EXERCISE PROMPT → Scan the records below for the string "button" and return every line where it appears.

EXERCISE DATA →

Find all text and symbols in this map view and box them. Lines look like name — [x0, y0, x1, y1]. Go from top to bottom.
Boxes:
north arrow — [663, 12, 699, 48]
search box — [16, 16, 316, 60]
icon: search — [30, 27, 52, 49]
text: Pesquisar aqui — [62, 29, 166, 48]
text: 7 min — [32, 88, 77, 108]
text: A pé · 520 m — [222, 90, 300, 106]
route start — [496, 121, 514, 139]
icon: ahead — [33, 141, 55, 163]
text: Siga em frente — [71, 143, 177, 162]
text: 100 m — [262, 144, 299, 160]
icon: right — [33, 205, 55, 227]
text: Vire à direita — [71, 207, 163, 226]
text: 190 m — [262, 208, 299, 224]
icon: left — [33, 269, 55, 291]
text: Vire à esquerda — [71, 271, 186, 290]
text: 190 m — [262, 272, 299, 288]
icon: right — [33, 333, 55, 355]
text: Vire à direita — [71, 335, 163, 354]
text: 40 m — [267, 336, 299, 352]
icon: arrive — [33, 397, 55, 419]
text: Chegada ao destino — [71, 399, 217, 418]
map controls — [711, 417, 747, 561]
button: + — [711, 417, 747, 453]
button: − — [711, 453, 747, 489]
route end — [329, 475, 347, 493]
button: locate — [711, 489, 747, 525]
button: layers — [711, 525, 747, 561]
--
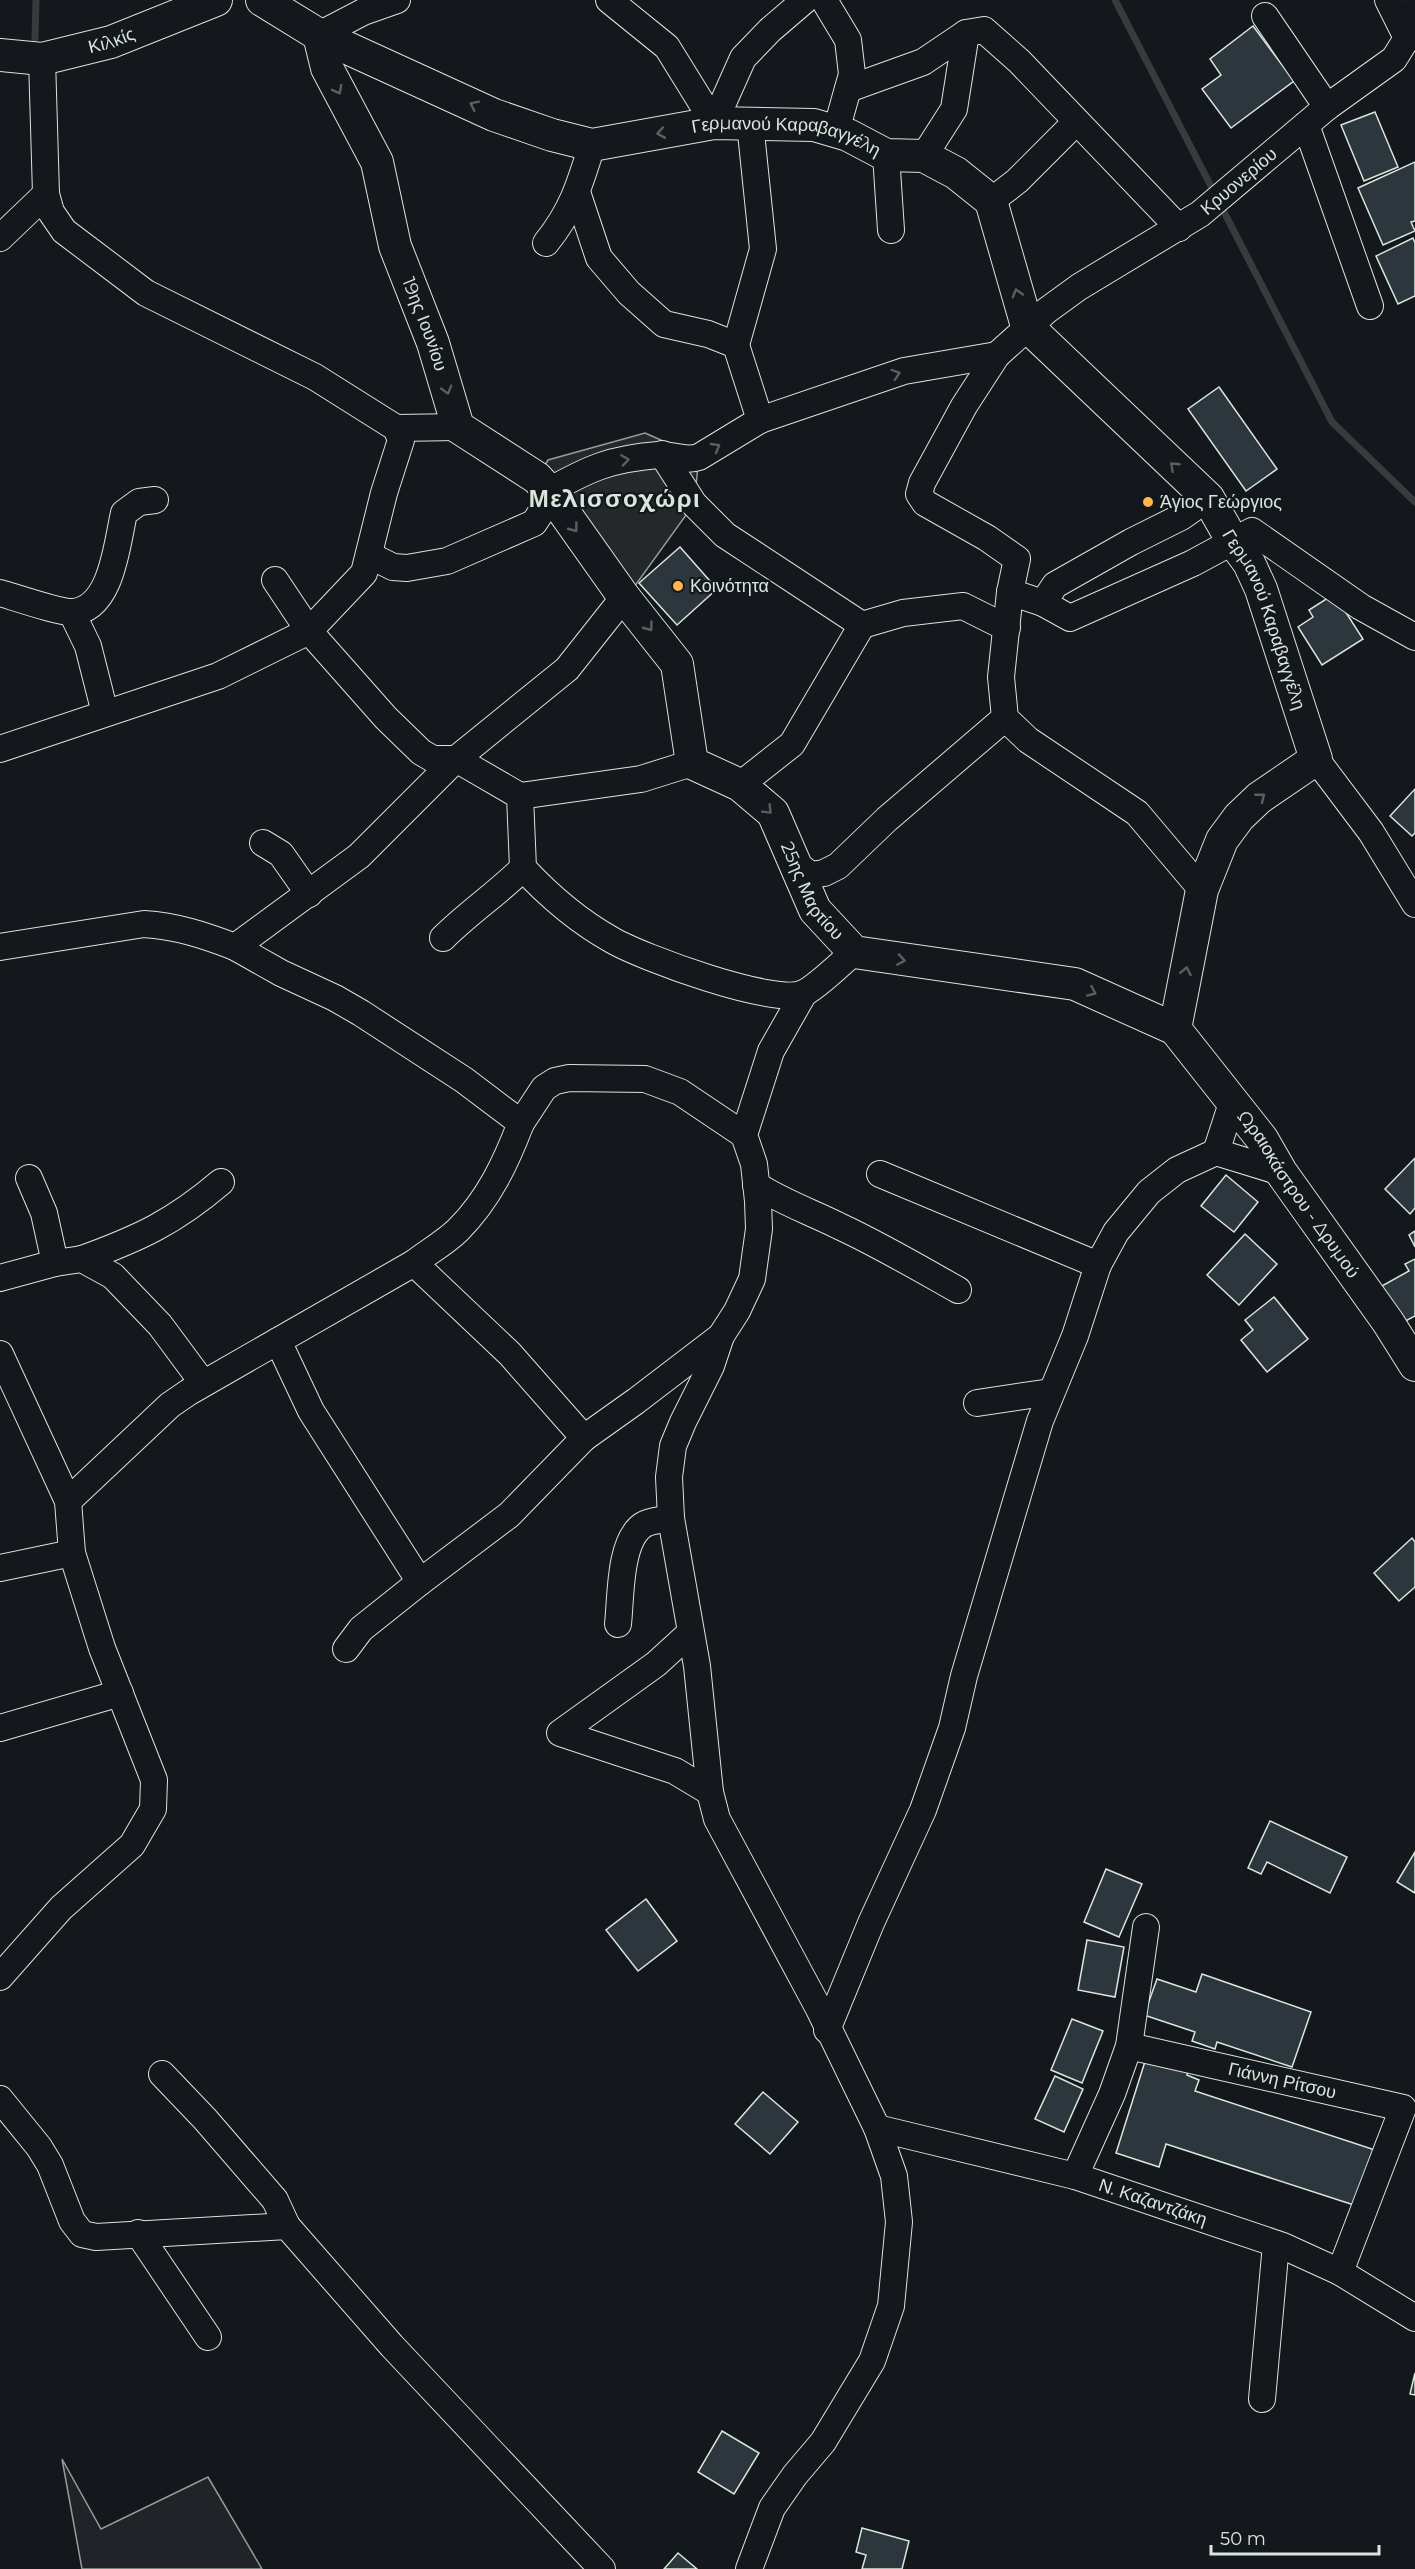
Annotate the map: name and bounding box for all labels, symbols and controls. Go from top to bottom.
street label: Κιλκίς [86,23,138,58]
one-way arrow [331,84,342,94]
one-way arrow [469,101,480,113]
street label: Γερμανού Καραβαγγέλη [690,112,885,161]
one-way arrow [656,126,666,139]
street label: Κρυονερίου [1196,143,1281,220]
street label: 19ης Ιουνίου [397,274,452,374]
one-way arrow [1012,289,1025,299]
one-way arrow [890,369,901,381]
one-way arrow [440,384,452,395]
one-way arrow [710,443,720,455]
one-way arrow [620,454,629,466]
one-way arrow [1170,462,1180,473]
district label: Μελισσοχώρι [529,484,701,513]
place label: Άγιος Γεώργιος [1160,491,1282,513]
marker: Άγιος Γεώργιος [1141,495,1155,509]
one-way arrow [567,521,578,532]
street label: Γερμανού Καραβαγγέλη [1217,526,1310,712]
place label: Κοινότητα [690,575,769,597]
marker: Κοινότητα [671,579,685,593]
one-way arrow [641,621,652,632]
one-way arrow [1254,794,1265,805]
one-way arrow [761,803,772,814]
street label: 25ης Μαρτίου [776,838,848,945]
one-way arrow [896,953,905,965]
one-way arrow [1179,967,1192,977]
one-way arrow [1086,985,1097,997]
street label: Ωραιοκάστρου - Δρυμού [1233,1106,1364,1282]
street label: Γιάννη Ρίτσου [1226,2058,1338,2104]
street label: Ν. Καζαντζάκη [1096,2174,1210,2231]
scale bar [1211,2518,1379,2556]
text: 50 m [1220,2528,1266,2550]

EXERCISE ANSWER →
button: + — [711, 417, 747, 453]
button: − — [711, 453, 747, 489]
button: locate — [711, 489, 747, 525]
button: layers — [711, 525, 747, 561]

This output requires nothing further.